Is it Really That Bad?

Over the last few years, I’ve learned more about the con­cept of Emo­tional Intel­li­gence, or EQ.  Daniel Gole­man describes those with a high EQ as hav­ing “abil­i­ties such as being able to moti­vate one­self and per­sist in the face of frus­tra­tions; to con­trol impulse and delay grat­i­fi­ca­tion; to reg­u­late one’s moods and keep dis­tress from swamp­ing the abil­ity to think; to empathize and to hope.”

Last week, I had a day that tested my EQ.  Actu­ally, it began the night before.

I had planned to get to bed early, so I could get plenty of sleep before wak­ing at 4am to catch a 6am flight with my boys.  We were on our way to Jack­son Hole, Wyoming to join some of our great friends and team­mates for four days of snow fun.

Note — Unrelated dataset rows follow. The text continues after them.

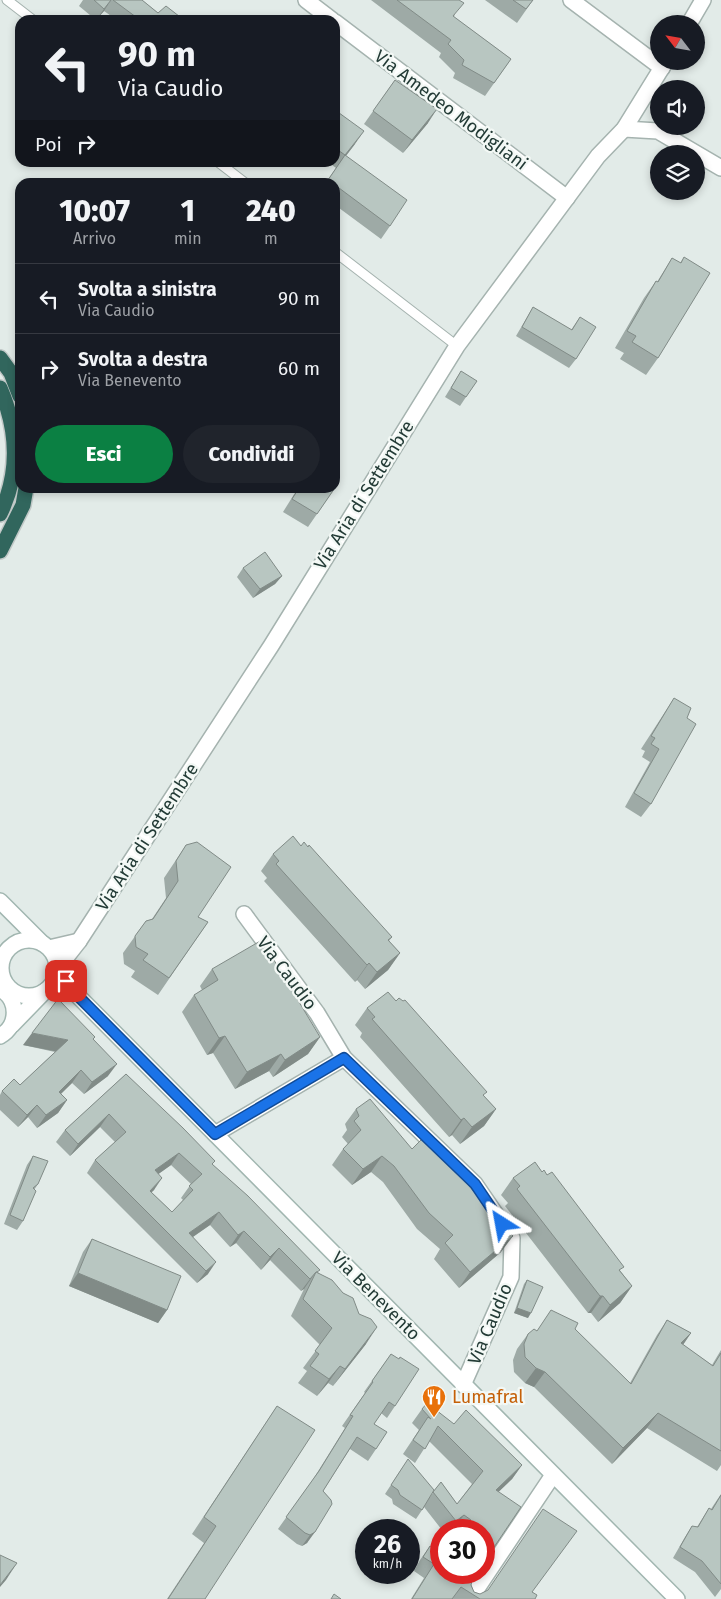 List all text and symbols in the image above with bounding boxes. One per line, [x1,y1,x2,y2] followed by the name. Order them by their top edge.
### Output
[650,15,705,70] north arrow
[650,15,705,200] map controls
[118,33,196,75] text: 90 m
[35,35,100,100] icon: left
[370,45,532,175] street label: Via Amedeo Modigliani
[118,75,223,102] text: Via Caudio
[650,80,705,135] button: sound
[72,130,100,158] icon: right
[35,133,62,156] text: Poi
[650,145,705,200] button: layers
[59,193,130,229] text: 10:07
[181,193,195,229] text: 1
[246,193,296,229] text: 240
[73,229,116,248] text: Arrivo
[174,229,202,248] text: min
[264,229,278,248] text: m
[78,278,217,301] text: Svolta a sinistra
[35,285,63,313] icon: left
[278,287,320,310] text: 90 m
[78,301,155,320] text: Via Caudio
[78,348,208,371] text: Svolta a destra
[35,355,63,383] icon: right
[278,357,320,380] text: 60 m
[78,371,182,390] text: Via Benevento
[309,416,419,574] street label: Via Aria di Settembre
[35,425,173,483] button: Esci
[183,425,320,483] button: Condividi
[91,759,203,915] street label: Via Aria di Settembre
[252,932,322,1014] street label: Via Caudio
[45,960,87,1002] pin
[52,967,80,995] icon: arrive
[475,1197,527,1249] position arrow
[327,1247,425,1345] street label: Via Benevento
[463,1280,517,1368] street label: Via Caudio
[421,1384,447,1418] restaurant icon: Lumafral
[452,1386,524,1408] place label: Lumafral
[430,1519,495,1584] speed limit sign: 30
[374,1530,401,1560] text: 26
[373,1557,402,1571] text: km/h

My wife and I got to bed early as planned, and then our phones started to ring at about 10:30pm.  Two hours later, we were on our way to see a fam­ily mem­ber who needed some urgent coun­cil.  It’s a bless­ing for us to be able to help, but my plan for a rest­ful night was now shot.  By the time I got back to bed, I got maybe an hour of sleep before the alarm went off.

I was in a bit of a fog when our car arrived to take us to the air­port.  I travel often enough that I fig­ured I had timed the pick-up just right, but we hit a lit­tle fog on the drive in, and our dri­ver actu­ally obeyed the speed limit.  Once we arrived at the air­port, we headed over to check in our bags.  We were trav­el­ing with our snow­boards and lots of gear, so we had to reshuf­fle our bags to meet the weight requirements.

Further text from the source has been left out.